In her review of Parasite for Variety, Jessica Kiang discusses Bong’s implicit indictment of capitalism, writing, “Even this grand battle royale between the haves and have-nots will only ever be a squabble at the feet of an indifferent god, or worse still, a sideshow indulged to distract its participants from the real enemy, which is a system that creates and nourishes such divides in the first place.” Kiang points out the fact that Bong’s film is less about the poor finally getting their revenge on the evil upper-class, and more about a capitalist system that ensures a cyclical imbalance between classes. In fact, the Park family is never depicted as “overtly detestable” (Kiang). Rather, it is continuously made apparent throughout the film just how nice they are (to this, Kim Chunk-sook gestures around the Parks’ well-appointed home and remarks, “Hell, if I had all this money, I’d be nice, too” (00:59:16)). Meanwhile, the Kims are unexpectedly vindictive, selfish, and spiteful of every one of the Park family’s blissfully ignorant, entitled moments.

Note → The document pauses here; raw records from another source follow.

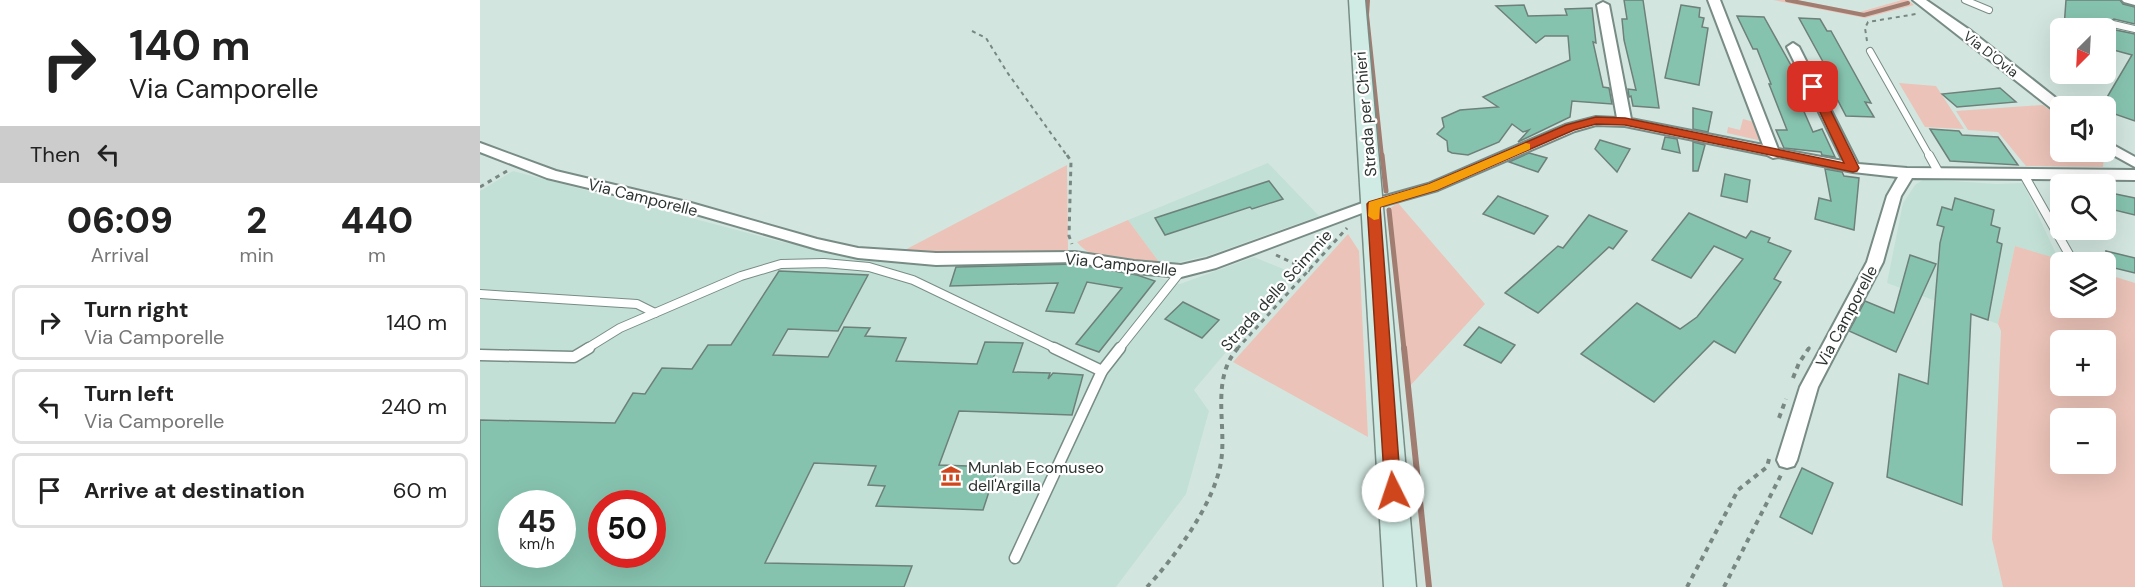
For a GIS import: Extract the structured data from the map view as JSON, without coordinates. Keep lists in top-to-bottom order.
{
  "streets": {
    "main road": ["Strada per Chieri"],
    "street": ["Via D'Ovia", "Via Camporelle"],
    "path": ["Strada delle Scimmie"]
  },
  "crossings": [
    ["Strada per Chieri", "Via Camporelle"],
    ["Strada per Chieri", "Strada delle Scimmie"],
    ["Via Camporelle", "Strada delle Scimmie"]
  ],
  "places": {
    "museum": ["Munlab Ecomuseo dell'Argilla"]
  },
  "north": "bottom left",
  "page": {
    "turn": ["140 m", "Via Camporelle"],
    "map_buttons": ["+", "−"],
    "then": "Then",
    "eta": [
      "06:09",
      "Arrival",
      "2",
      "min",
      "440",
      "m"
    ],
    "list": [
      {
        "name": "Turn right",
        "note": "Via Camporelle",
        "value": "140 m"
      },
      {
        "name": "Turn left",
        "note": "Via Camporelle",
        "value": "240 m"
      },
      {
        "name": "Arrive at destination",
        "value": "60 m"
      }
    ],
    "speed": "45 km/h",
    "limit": "50"
  }
}
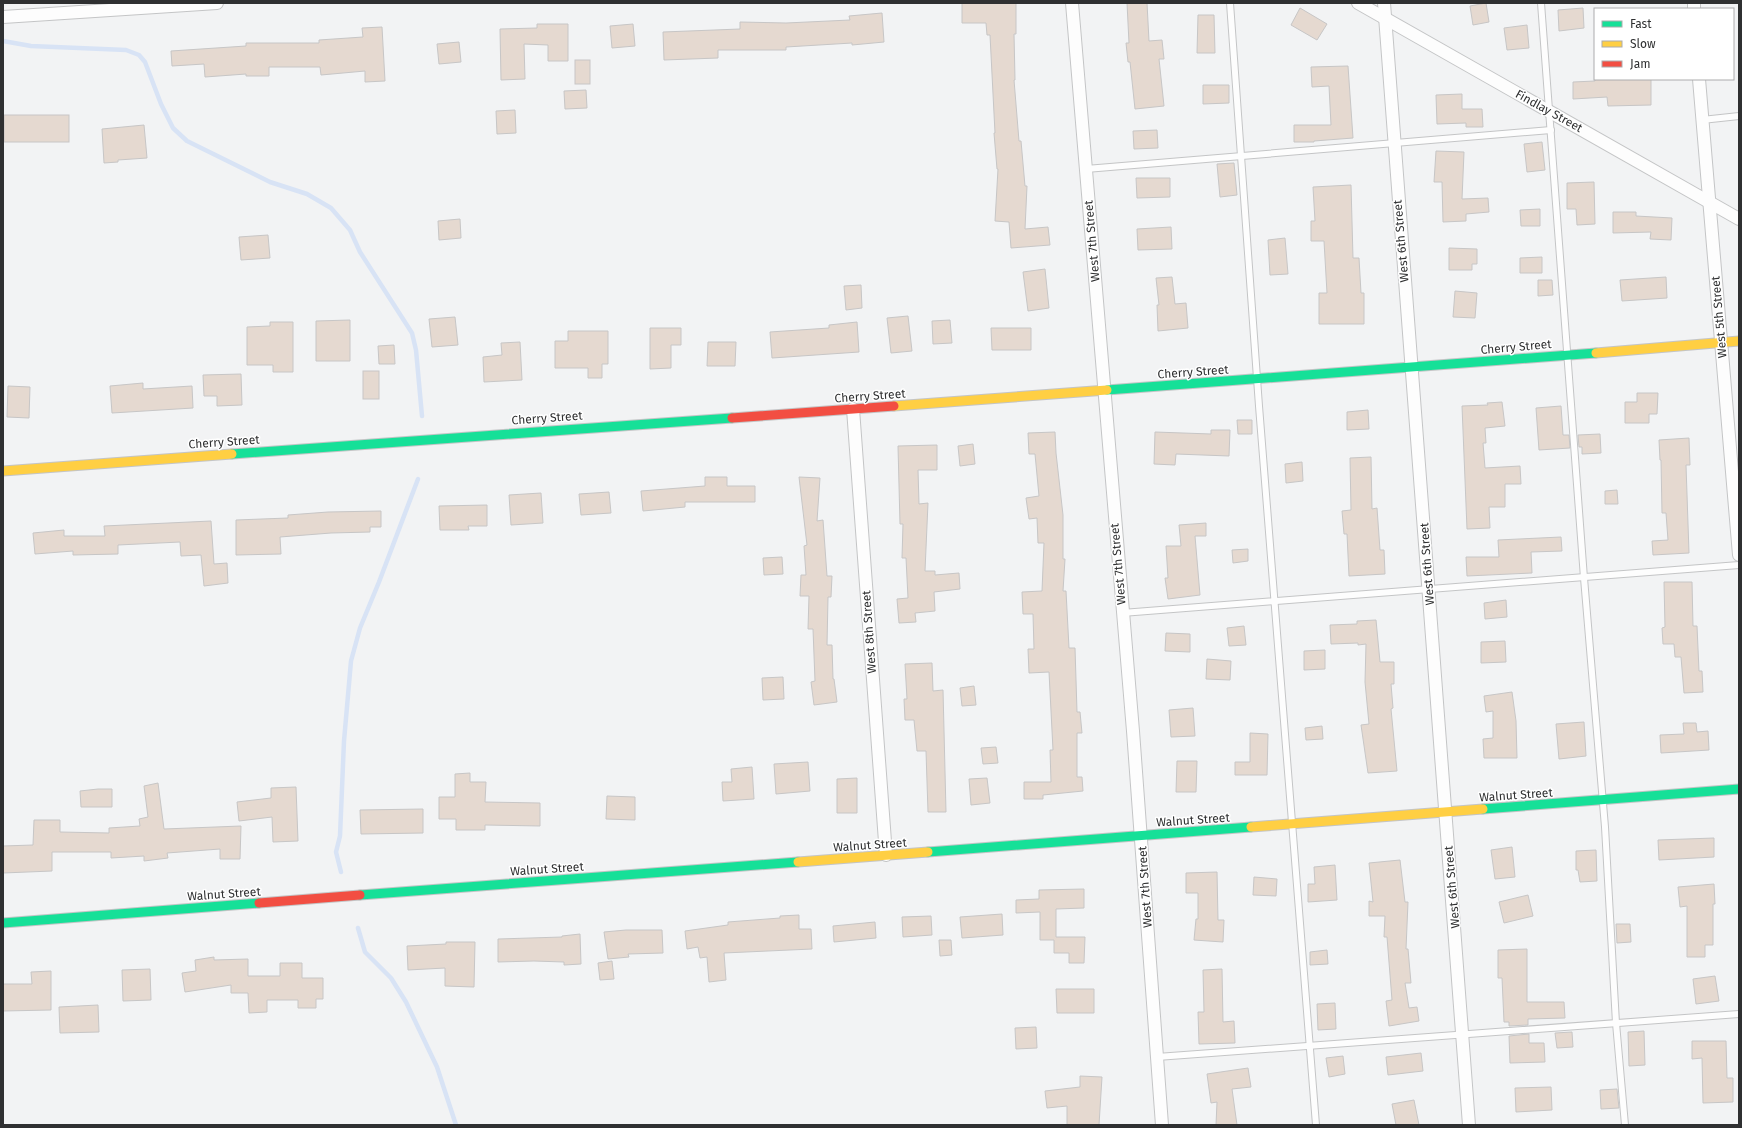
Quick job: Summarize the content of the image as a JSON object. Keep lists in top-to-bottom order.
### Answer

There is bitter irony in that Bong is criticizing a system in which he is forced to actively participate—he is a successful filmmaker that likely has more in common with the Parks than the Kims. Toward the end of her review, Kiang alludes to this idea by stating, “This is the sad little truth evoked in the film’s unexpectedly moving final moments: Eat the rich, by all means, fill your bellies, but pretty soon you’ll be hungry again, and you will still be poor.” The final scene is a depiction of events detailed in a letter from Ki-Woo to his father, who is trapped in the Parks’ basement indefinitely after a massacre in which he killed the patriarch of the Park family, among others. While Ki-Woo’s voice narrates  the scene through his letter, we see events unfold in real time, watching as Ki-Woo  fulfills his promise to become successful enough to buy the house in which his father is trapped. But while we see the Kim family reunited on screen, there is ambiguity regarding whether or not it is really happening (in the form of a flashforward), or simply wishful thinking on behalf of Ki-Woo. In any case, Bong’s inclusion of such an optimistic finale (or the illusion of one) allows for some sense of redemption. At the end of the scene, the Kims reunite, but it is silent—they finally live in a wealthy man’s home, but no amount of money can undo what Kiang describes as “wrongheaded violence,” despite the viewers’ feeling of “cathartic rightness.” Their future as new members of the upper class will be forever plagued by the extremes to which they were driven in order to escape their squalid home.